DATASET RECORDS

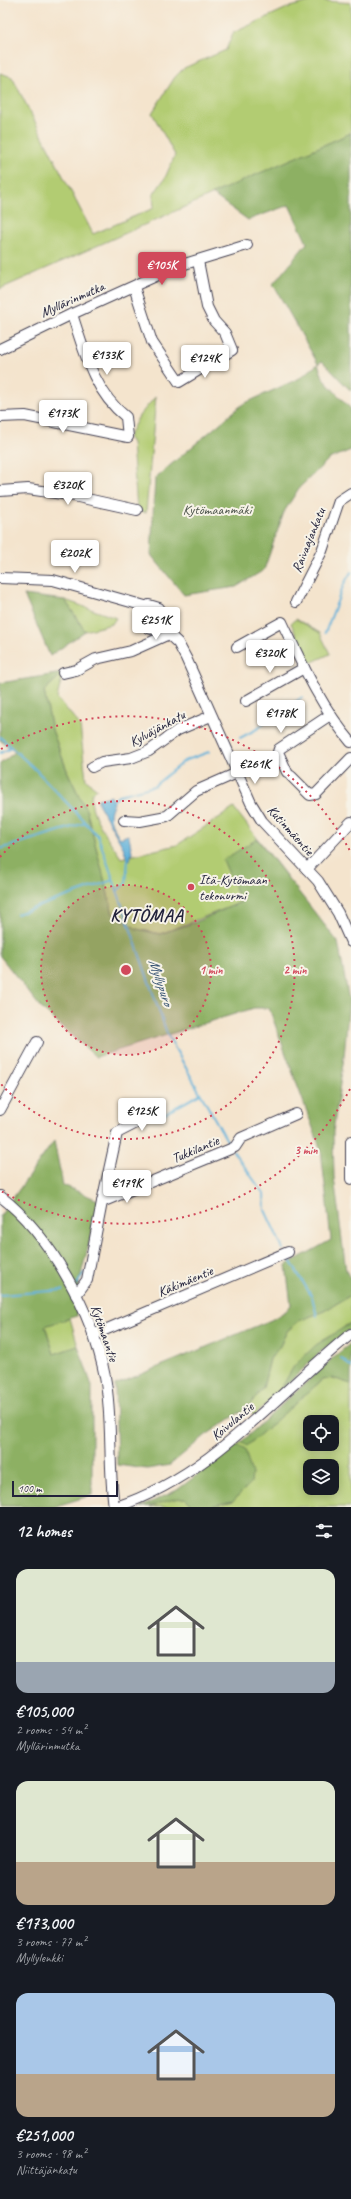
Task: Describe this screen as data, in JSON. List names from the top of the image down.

* * *

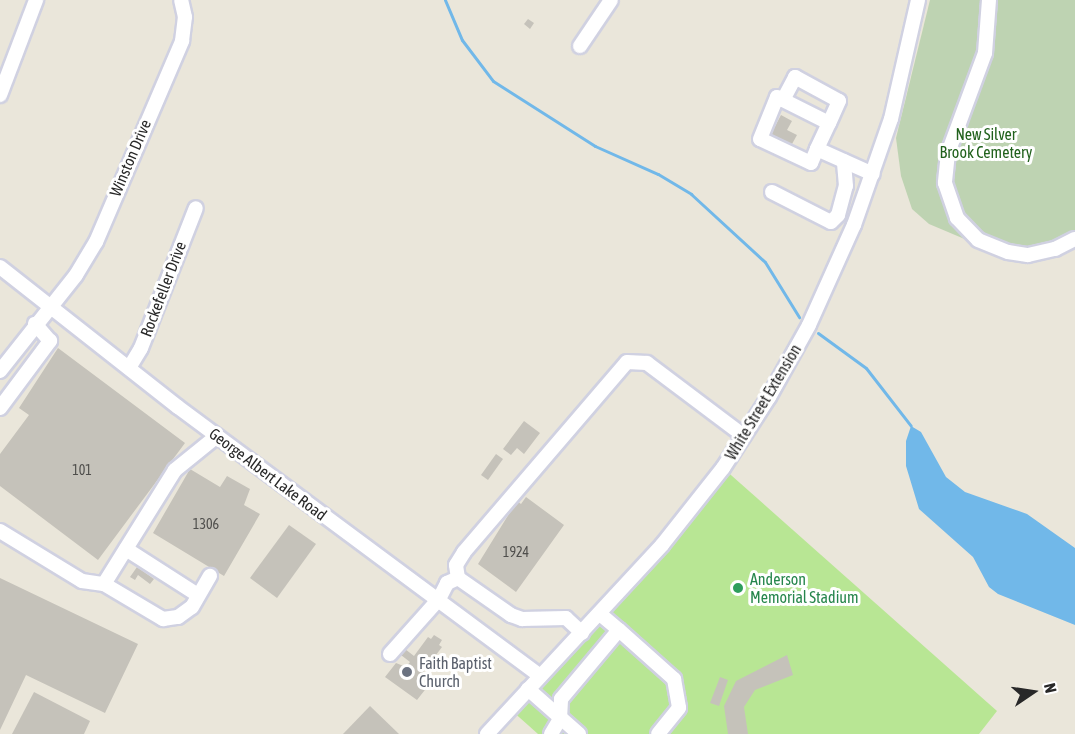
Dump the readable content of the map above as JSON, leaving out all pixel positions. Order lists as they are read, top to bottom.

...

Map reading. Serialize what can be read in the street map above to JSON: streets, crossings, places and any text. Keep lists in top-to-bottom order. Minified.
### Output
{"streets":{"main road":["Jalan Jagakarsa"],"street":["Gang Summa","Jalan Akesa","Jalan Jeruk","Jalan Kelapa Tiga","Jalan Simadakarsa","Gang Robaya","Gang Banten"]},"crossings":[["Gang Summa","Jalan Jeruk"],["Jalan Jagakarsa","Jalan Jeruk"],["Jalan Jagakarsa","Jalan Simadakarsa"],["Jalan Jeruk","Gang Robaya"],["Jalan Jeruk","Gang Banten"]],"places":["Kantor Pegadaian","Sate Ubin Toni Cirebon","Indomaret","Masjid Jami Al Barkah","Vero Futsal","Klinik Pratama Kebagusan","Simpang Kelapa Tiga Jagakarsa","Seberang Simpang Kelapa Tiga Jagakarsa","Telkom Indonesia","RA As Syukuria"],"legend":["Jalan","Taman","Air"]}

WHAT TO WORK ON
Could you copy each line of the material that holds "read"?

ANSWER TO THIS TASK
Dump the readable content of the map above as JSON, leaving out all pixel positions. Order lists as they are read, top to bottom.
Map reading. Serialize what can be read in the street map above to JSON: streets, crossings, places and any text. Keep lists in top-to-bottom order. Minified.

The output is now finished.